= MATERIAL FOR THIS TASK =
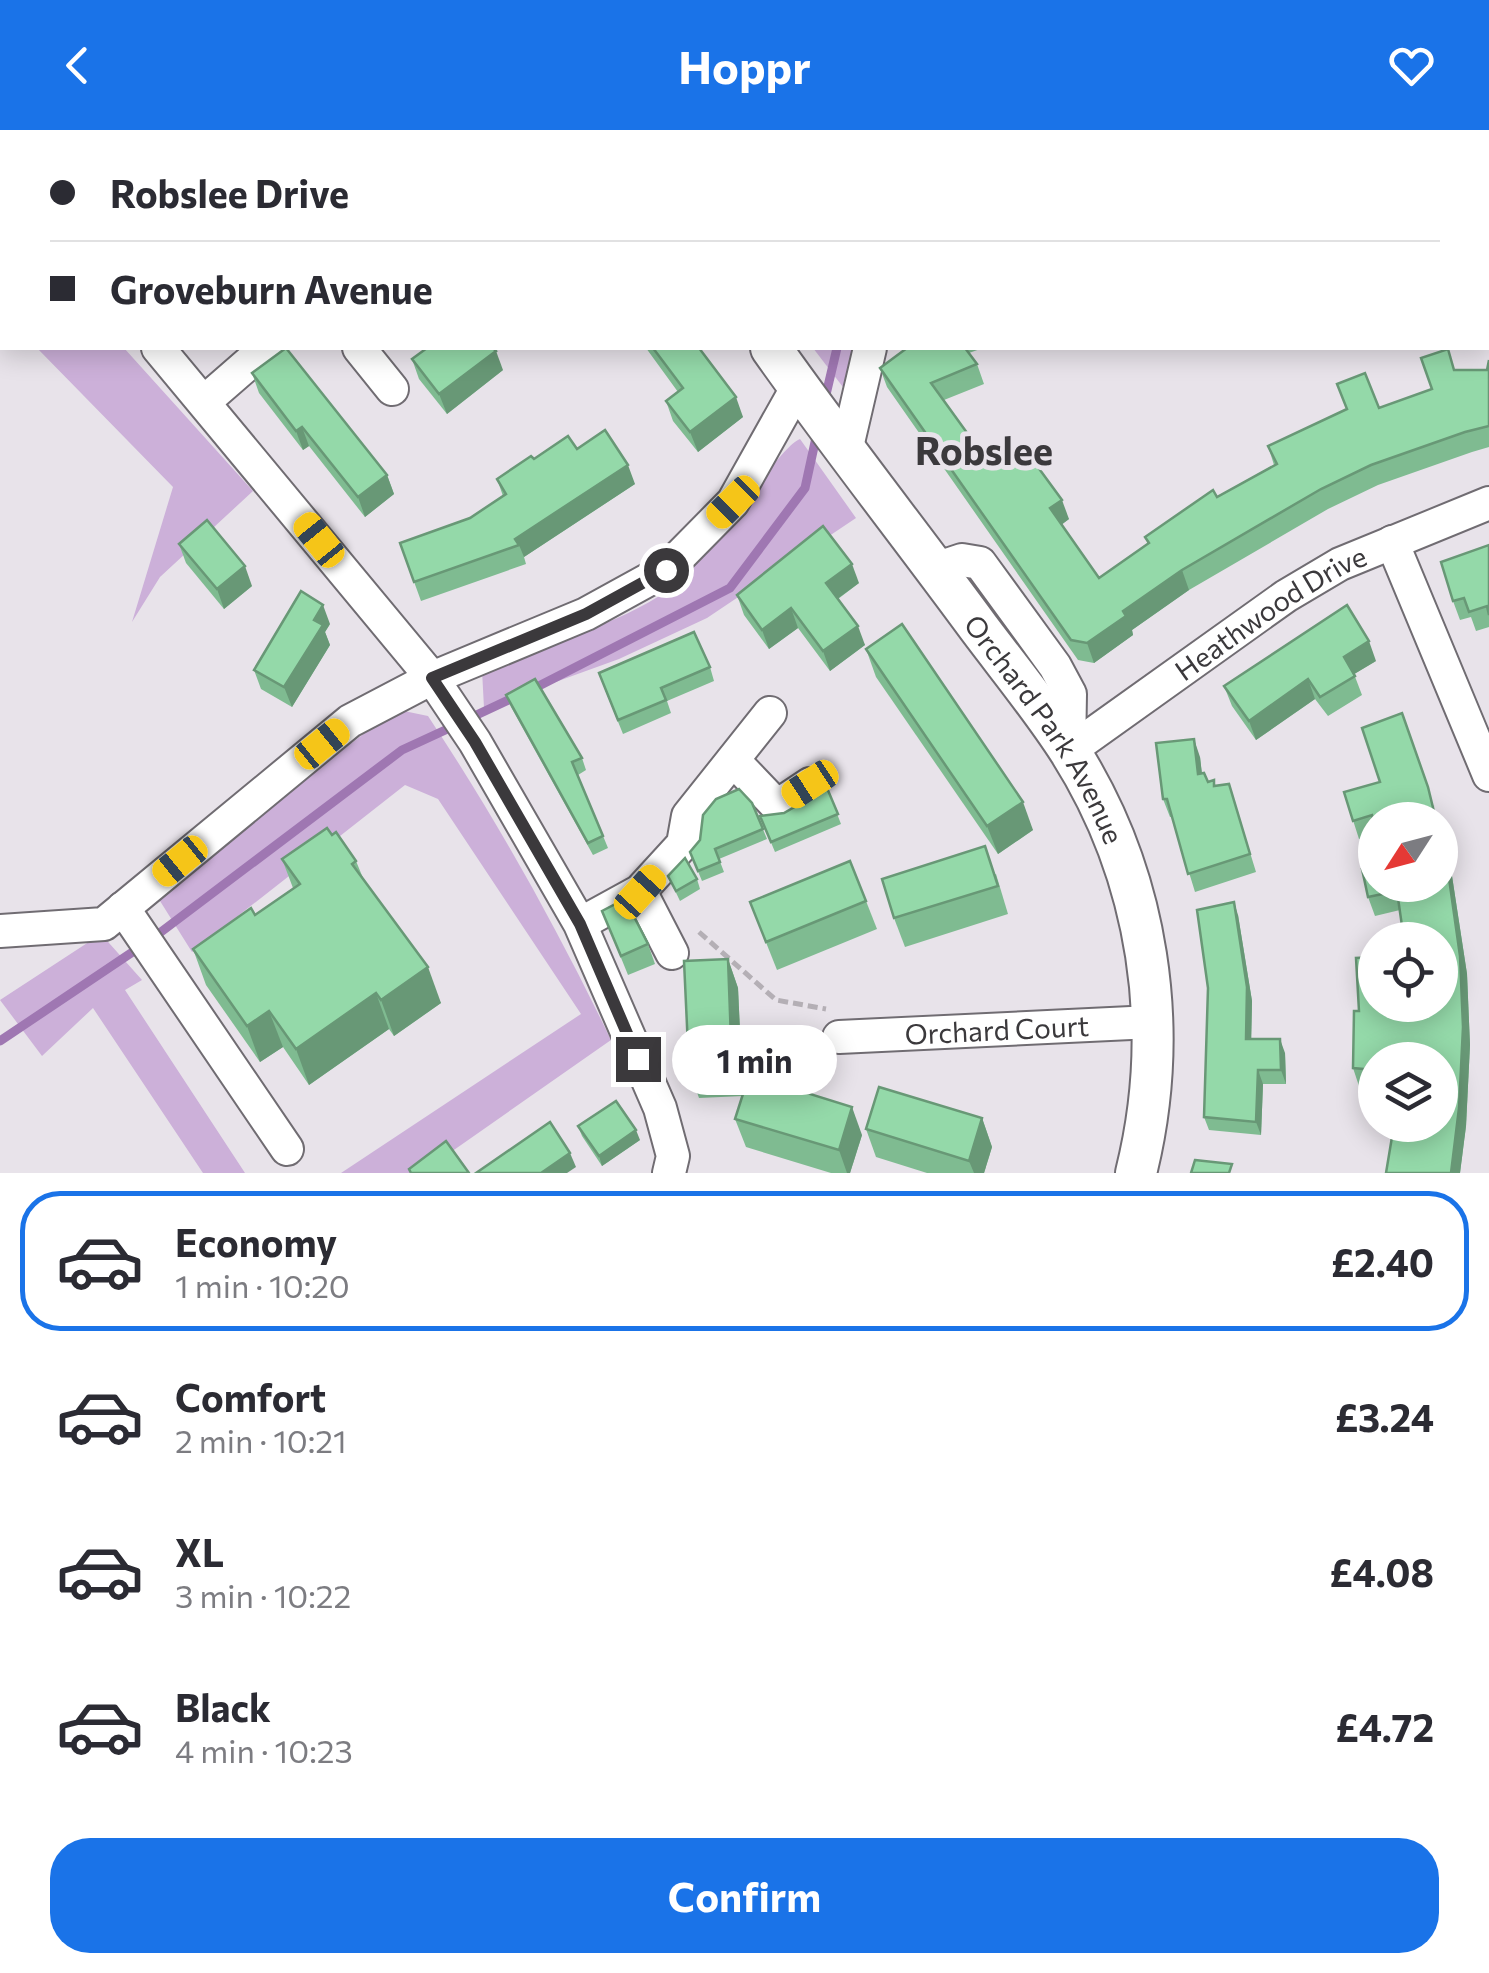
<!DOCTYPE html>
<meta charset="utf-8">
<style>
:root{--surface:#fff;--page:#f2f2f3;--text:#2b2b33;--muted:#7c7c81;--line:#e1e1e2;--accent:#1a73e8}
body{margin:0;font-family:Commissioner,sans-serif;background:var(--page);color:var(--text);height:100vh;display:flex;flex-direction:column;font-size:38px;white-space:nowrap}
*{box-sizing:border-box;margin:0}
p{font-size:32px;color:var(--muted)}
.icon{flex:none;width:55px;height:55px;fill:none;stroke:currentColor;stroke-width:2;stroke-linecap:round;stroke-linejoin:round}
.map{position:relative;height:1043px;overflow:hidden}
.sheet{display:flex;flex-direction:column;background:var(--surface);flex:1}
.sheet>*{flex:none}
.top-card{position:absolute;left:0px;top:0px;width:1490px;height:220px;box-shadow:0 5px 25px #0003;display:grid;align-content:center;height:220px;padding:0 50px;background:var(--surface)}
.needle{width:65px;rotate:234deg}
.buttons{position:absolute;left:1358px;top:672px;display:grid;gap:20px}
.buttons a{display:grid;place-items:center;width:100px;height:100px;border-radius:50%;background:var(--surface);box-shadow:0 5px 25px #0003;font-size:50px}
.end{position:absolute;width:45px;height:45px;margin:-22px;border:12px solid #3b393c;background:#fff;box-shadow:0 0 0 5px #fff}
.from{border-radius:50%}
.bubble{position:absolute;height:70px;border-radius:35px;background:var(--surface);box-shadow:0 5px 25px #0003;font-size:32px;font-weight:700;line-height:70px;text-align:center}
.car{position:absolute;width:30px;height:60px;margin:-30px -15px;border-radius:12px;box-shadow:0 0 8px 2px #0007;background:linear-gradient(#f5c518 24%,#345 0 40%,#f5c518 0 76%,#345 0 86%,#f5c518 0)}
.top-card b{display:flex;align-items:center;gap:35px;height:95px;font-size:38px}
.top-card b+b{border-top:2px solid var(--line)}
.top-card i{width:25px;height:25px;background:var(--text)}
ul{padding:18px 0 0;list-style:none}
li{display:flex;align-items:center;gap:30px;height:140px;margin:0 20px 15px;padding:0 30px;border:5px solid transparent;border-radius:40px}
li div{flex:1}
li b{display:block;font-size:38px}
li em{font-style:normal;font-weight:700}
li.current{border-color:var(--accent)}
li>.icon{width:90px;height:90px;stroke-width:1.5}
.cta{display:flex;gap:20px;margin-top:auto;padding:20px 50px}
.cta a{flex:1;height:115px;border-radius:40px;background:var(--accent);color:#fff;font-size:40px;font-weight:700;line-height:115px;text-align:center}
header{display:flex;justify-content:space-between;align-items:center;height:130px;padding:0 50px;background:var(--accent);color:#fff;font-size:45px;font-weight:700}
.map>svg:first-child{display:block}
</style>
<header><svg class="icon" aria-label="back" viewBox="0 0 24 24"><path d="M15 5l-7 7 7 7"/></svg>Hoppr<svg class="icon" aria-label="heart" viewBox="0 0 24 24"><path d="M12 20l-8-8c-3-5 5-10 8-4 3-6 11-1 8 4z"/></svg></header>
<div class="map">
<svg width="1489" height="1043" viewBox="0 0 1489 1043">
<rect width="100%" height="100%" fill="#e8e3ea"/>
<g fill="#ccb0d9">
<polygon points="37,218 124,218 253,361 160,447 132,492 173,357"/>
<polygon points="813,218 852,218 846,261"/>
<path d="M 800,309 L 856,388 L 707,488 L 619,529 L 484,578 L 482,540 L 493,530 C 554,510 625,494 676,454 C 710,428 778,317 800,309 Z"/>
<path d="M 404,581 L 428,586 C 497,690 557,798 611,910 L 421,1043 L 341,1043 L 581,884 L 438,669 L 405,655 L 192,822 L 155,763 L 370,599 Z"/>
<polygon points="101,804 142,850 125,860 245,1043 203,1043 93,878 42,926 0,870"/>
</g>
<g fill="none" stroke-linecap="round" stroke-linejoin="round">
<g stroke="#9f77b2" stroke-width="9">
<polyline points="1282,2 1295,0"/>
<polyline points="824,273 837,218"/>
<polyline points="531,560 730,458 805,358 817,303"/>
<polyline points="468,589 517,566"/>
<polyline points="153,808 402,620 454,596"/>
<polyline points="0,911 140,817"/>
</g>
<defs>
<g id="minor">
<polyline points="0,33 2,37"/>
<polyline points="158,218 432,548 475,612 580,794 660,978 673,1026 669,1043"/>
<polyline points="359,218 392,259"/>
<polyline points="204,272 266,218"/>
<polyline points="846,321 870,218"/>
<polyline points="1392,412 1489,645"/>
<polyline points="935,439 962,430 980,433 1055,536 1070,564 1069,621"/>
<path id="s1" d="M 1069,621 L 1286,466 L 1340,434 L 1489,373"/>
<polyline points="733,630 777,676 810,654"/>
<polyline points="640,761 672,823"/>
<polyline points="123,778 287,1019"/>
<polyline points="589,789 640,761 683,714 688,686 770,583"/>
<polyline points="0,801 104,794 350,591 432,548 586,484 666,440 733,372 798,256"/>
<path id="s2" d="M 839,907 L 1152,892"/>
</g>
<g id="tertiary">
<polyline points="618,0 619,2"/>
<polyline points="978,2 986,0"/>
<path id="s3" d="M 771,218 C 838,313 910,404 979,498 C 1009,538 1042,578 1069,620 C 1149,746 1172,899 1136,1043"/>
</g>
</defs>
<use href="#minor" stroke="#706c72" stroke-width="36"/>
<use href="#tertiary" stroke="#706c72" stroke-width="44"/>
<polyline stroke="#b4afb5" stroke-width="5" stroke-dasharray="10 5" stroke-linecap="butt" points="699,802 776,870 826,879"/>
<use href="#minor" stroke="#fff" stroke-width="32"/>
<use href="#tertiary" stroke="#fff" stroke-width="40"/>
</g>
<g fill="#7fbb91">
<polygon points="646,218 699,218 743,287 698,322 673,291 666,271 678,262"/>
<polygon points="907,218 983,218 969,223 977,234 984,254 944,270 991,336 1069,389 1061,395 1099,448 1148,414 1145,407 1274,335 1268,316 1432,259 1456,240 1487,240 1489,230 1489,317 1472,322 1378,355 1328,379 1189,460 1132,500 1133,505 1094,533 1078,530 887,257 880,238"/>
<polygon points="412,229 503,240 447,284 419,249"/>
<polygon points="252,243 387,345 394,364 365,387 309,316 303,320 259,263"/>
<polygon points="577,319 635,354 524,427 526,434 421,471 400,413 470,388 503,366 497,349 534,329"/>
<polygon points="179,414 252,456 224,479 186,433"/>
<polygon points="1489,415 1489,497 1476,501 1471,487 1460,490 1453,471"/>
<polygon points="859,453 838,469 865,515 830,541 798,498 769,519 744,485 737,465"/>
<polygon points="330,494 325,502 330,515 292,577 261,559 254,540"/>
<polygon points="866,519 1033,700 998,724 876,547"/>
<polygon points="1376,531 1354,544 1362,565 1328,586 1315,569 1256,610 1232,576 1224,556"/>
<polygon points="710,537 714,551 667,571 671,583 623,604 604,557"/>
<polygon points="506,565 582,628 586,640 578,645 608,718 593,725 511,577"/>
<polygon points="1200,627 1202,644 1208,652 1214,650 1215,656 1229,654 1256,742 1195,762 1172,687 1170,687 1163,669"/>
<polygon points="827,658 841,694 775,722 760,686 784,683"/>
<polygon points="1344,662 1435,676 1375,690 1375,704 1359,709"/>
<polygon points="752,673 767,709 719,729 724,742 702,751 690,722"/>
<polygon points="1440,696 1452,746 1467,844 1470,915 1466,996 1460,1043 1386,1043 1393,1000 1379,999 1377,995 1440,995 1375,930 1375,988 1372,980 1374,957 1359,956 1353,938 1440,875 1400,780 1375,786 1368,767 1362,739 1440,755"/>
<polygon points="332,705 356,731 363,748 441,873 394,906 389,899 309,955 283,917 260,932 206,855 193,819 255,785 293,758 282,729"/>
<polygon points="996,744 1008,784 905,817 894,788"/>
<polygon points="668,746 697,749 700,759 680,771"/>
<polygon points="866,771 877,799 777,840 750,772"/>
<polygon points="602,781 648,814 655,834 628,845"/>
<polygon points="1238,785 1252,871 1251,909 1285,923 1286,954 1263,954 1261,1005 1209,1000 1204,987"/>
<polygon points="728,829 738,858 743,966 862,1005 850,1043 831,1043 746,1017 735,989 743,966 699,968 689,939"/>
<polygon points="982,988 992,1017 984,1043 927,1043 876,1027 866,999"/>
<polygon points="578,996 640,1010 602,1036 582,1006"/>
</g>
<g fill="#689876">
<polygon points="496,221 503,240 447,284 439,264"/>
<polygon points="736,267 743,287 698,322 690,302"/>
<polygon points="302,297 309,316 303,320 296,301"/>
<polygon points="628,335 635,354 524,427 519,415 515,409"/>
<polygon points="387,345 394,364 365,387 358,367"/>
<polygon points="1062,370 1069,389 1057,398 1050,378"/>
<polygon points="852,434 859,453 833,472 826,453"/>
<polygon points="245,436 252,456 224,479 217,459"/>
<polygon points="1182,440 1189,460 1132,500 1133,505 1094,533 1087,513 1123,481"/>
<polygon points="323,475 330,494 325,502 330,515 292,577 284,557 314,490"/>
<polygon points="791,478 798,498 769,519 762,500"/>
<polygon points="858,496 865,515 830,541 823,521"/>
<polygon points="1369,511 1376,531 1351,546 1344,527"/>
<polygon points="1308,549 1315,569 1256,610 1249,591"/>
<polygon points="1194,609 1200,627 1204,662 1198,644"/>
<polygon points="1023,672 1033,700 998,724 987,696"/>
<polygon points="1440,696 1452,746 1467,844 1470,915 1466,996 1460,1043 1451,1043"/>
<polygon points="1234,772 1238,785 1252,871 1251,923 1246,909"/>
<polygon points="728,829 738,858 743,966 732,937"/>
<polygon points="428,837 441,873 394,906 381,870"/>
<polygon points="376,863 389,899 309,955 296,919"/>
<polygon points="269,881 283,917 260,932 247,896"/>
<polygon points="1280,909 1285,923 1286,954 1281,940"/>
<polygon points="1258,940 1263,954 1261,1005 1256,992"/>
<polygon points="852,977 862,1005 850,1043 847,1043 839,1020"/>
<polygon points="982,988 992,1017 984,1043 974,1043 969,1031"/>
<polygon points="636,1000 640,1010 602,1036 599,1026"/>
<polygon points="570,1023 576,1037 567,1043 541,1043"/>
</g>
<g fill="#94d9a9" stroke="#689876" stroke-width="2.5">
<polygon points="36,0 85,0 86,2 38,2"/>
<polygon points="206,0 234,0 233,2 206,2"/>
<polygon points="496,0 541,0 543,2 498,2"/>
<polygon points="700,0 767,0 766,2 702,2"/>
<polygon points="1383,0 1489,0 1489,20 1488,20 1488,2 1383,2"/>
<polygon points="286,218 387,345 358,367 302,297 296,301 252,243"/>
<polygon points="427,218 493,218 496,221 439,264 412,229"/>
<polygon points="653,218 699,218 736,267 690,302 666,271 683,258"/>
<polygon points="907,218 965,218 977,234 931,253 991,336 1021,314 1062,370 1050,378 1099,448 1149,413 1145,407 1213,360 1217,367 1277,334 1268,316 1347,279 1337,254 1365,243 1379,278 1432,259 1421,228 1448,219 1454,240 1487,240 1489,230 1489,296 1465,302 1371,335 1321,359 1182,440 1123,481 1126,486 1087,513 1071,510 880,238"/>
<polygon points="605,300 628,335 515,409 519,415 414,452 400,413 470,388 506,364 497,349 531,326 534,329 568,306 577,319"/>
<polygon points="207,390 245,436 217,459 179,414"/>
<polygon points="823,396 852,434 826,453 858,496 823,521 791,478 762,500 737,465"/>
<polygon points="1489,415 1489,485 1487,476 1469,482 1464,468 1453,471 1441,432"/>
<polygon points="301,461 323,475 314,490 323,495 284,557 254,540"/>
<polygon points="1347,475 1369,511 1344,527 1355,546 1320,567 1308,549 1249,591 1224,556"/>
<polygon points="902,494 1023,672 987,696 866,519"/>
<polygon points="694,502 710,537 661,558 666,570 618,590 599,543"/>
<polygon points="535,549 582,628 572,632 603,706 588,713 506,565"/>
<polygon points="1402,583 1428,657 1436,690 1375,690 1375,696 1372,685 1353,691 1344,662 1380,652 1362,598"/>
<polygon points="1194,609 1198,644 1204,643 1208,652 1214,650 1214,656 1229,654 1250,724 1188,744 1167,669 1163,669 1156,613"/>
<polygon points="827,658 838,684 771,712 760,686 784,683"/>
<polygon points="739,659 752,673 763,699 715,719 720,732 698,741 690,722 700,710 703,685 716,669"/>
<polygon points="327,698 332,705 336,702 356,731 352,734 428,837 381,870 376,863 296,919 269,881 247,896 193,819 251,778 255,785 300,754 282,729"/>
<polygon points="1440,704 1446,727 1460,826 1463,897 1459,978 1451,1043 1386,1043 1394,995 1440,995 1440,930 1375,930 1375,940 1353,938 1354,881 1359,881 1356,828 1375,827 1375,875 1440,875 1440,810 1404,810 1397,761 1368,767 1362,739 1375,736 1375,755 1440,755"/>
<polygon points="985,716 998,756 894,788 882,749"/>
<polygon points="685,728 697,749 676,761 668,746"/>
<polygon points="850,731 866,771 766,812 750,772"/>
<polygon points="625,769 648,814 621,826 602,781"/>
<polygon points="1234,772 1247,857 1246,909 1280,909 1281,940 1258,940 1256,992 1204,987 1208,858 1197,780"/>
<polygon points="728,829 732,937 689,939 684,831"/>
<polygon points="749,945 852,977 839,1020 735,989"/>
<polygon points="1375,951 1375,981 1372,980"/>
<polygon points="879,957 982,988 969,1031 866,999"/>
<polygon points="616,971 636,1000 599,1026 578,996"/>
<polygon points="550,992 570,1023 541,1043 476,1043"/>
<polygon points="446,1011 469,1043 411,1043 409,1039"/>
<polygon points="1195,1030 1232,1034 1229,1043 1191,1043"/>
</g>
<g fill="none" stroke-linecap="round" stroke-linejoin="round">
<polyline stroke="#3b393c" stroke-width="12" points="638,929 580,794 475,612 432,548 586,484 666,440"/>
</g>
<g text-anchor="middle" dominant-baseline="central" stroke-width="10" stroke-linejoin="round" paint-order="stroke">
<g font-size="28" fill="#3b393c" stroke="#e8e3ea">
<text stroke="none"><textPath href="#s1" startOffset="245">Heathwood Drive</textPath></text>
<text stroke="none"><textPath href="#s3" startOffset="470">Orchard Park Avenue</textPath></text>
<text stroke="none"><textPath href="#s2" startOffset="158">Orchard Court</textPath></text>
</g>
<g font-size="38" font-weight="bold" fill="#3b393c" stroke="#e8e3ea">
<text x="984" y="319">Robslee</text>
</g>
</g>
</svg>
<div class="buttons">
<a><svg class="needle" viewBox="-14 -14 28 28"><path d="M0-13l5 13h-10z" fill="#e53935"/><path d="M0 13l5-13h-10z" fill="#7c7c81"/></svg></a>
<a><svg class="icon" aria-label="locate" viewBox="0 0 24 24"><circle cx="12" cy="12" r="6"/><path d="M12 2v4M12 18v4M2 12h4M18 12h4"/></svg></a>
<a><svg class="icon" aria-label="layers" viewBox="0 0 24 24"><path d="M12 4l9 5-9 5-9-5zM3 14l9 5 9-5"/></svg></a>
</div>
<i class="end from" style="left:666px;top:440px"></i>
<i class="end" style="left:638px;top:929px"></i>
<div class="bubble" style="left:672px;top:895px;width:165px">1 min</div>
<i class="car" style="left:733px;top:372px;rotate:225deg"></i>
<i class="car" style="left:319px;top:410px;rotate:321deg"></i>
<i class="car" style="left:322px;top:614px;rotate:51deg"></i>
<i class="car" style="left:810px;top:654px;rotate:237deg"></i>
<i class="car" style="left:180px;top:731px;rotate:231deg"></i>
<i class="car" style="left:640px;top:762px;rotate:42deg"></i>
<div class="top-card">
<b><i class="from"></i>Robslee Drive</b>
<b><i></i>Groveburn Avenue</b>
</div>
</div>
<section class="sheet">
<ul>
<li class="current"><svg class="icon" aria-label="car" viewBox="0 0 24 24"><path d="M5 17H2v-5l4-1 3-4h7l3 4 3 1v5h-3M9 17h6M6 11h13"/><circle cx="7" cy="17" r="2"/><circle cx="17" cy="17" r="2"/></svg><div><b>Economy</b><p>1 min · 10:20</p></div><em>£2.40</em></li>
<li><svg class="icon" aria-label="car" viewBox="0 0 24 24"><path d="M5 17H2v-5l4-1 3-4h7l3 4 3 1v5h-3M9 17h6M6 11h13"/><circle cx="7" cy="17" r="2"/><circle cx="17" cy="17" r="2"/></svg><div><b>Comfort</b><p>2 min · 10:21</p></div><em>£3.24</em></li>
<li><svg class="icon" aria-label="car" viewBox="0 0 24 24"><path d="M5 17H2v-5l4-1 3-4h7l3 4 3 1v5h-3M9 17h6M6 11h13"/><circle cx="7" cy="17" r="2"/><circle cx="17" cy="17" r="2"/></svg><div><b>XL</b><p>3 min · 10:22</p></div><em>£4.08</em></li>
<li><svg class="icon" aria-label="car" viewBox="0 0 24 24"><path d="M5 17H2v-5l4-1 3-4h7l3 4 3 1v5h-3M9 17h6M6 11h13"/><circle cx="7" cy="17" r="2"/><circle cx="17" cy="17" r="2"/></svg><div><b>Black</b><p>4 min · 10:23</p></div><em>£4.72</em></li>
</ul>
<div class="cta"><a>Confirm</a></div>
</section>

= WHAT TO DO =
Which of the lines above contain "column"? Return them all.

= COMPLETED TASK =
body{margin:0;font-family:Commissioner,sans-serif;background:var(--page);color:var(--text);height:100vh;display:flex;flex-direction:column;font-size:38px;white-space:nowrap}
.sheet{display:flex;flex-direction:column;background:var(--surface);flex:1}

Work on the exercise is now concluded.